Legacy AWS¶
This covers basic documentation for working with our legacy AWS account.
Warning
You will have access to create AWS resources, but you should not do this unless you have been instructed to do so. Most of our infrastructure provisioning is automated through Terraform.
Getting Started¶
You will effectively have two different AWS accounts. The first is the account you will use to log into the web console. This account is integrated with Touchstone. To get access, ask in the #engineering channel. Someone with the correct permissions will need to log into https://groups.mit.edu/webmoira and add the user to the aws-672626379771-dev
list. This will give you access to the AWS console which can be accessed from https://aws.mit.edu.

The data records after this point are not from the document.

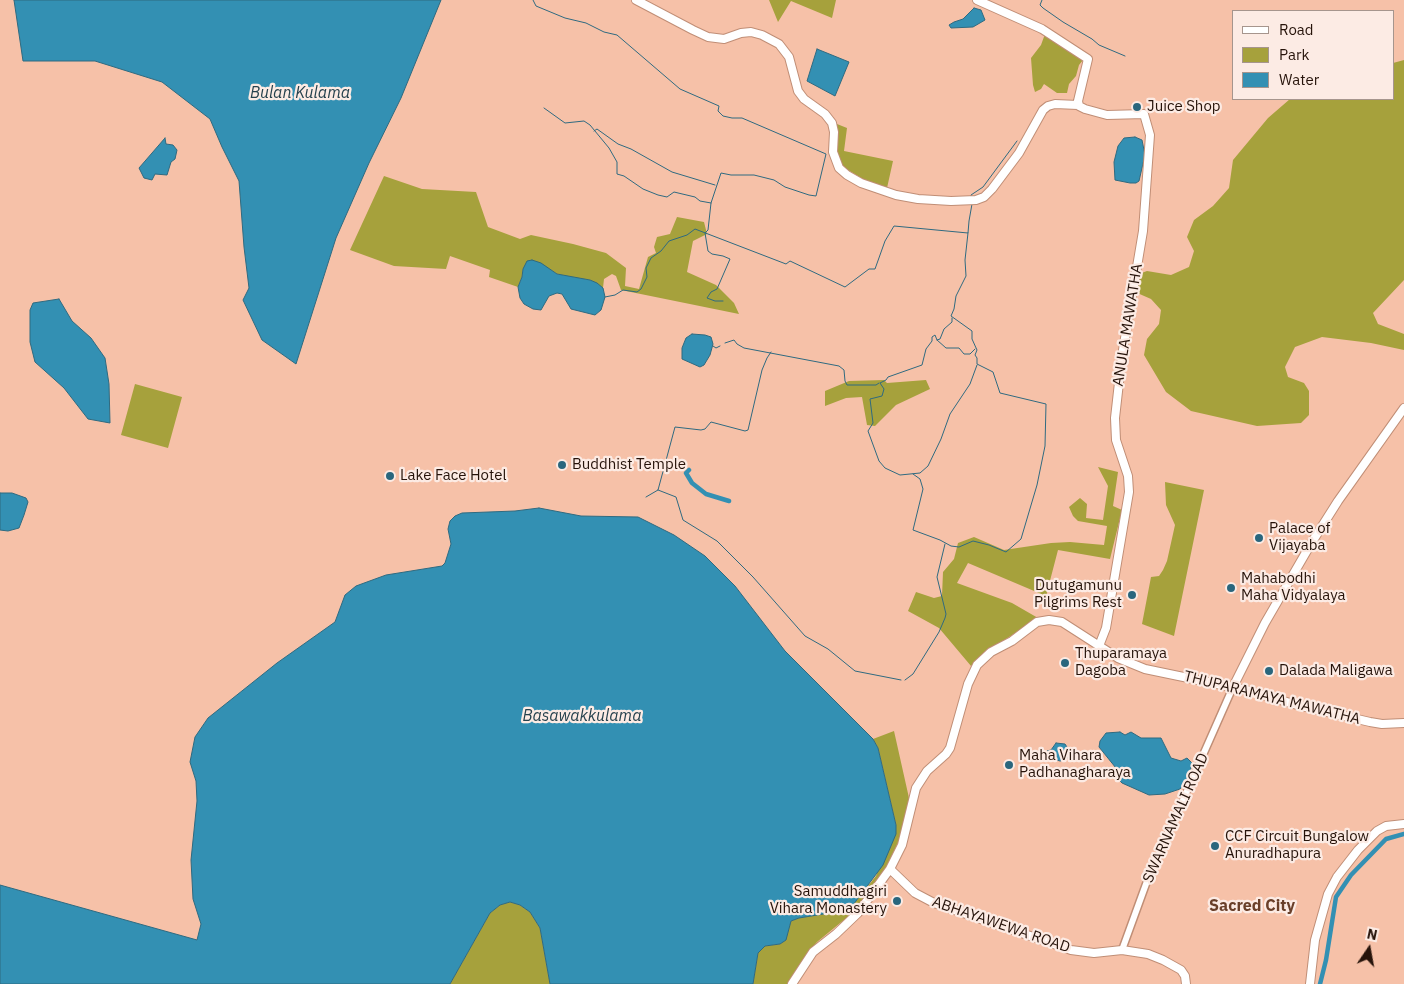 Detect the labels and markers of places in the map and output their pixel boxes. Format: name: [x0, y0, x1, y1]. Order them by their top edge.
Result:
place label: Juice Shop: [1147, 98, 1220, 116]
marker: Juice Shop: [1131, 101, 1143, 113]
place label: Buddhist Temple: [572, 456, 686, 474]
marker: Buddhist Temple: [556, 459, 568, 471]
place label: Lake Face Hotel: [400, 467, 506, 485]
marker: Lake Face Hotel: [384, 470, 396, 482]
place label: Palace of Vijayaba: [1269, 520, 1330, 555]
marker: Palace of Vijayaba: [1253, 532, 1265, 544]
place label: Mahabodhi Maha Vidyalaya: [1241, 570, 1345, 605]
place label: Dutugamunu Pilgrims Rest: [1034, 577, 1122, 612]
marker: Mahabodhi Maha Vidyalaya: [1225, 582, 1237, 594]
marker: Dutugamunu Pilgrims Rest: [1126, 589, 1138, 601]
place label: Thuparamaya Dagoba: [1075, 645, 1167, 680]
marker: Thuparamaya Dagoba: [1059, 657, 1071, 669]
place label: Dalada Maligawa: [1279, 662, 1393, 680]
marker: Dalada Maligawa: [1263, 665, 1275, 677]
place label: Maha Vihara Padhanagharaya: [1019, 747, 1131, 782]
marker: Maha Vihara Padhanagharaya: [1003, 759, 1015, 771]
place label: CCF Circuit Bungalow Anuradhapura: [1225, 828, 1369, 863]
marker: CCF Circuit Bungalow Anuradhapura: [1209, 840, 1221, 852]
place label: Samuddhagiri Vihara Monastery: [770, 883, 887, 918]
marker: Samuddhagiri Vihara Monastery: [891, 895, 903, 907]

The next thing you need to do is complete the account setup that you can use to authenticate locally, either from the AWS CLI or through an AWS library like boto3. First, confirm with InfraEng (or ask on the #engineering Slack channel) that your CLI account has been added to our AWS organization (InfraEng handles this via Terraform). Then, log into the AWS console and follow these steps.
Under
Services
in the top bar search for “IAM” and click on that.Click on
Users
, search for your kerb, and then click on it.Click on the
Security Credentials
tab.Click on the
Create access key
button.Make sure you copy the keys that it generates for you as this will be your only chance to do so.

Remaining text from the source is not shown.